==== Provided records

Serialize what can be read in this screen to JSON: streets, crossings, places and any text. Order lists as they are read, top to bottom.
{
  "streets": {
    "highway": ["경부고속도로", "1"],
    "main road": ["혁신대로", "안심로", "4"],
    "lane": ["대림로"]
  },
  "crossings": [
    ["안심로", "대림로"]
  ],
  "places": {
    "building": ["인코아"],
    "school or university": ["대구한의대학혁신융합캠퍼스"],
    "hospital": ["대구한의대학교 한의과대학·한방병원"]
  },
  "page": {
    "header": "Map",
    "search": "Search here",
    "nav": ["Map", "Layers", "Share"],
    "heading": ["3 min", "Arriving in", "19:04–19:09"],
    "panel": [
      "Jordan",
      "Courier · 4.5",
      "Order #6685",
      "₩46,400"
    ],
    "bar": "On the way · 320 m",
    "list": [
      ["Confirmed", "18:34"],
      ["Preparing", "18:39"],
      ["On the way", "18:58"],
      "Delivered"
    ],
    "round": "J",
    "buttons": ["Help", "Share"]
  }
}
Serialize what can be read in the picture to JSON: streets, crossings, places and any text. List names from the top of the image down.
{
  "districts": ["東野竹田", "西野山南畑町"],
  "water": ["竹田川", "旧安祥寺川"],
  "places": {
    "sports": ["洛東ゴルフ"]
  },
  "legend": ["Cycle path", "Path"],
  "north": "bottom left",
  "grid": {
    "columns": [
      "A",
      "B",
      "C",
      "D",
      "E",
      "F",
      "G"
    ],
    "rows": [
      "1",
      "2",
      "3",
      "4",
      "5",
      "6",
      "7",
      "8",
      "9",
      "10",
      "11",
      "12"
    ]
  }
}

========

The problem
Your task is to repeat each of the records above exactly.

Answer to the problem
Serialize what can be read in this screen to JSON: streets, crossings, places and any text. Order lists as they are read, top to bottom.
{
  "streets": {
    "highway": ["경부고속도로", "1"],
    "main road": ["혁신대로", "안심로", "4"],
    "lane": ["대림로"]
  },
  "crossings": [
    ["안심로", "대림로"]
  ],
  "places": {
    "building": ["인코아"],
    "school or university": ["대구한의대학혁신융합캠퍼스"],
    "hospital": ["대구한의대학교 한의과대학·한방병원"]
  },
  "page": {
    "header": "Map",
    "search": "Search here",
    "nav": ["Map", "Layers", "Share"],
    "heading": ["3 min", "Arriving in", "19:04–19:09"],
    "panel": [
      "Jordan",
      "Courier · 4.5",
      "Order #6685",
      "₩46,400"
    ],
    "bar": "On the way · 320 m",
    "list": [
      ["Confirmed", "18:34"],
      ["Preparing", "18:39"],
      ["On the way", "18:58"],
      "Delivered"
    ],
    "round": "J",
    "buttons": ["Help", "Share"]
  }
}
Serialize what can be read in the picture to JSON: streets, crossings, places and any text. List names from the top of the image down.
{
  "districts": ["東野竹田", "西野山南畑町"],
  "water": ["竹田川", "旧安祥寺川"],
  "places": {
    "sports": ["洛東ゴルフ"]
  },
  "legend": ["Cycle path", "Path"],
  "north": "bottom left",
  "grid": {
    "columns": [
      "A",
      "B",
      "C",
      "D",
      "E",
      "F",
      "G"
    ],
    "rows": [
      "1",
      "2",
      "3",
      "4",
      "5",
      "6",
      "7",
      "8",
      "9",
      "10",
      "11",
      "12"
    ]
  }
}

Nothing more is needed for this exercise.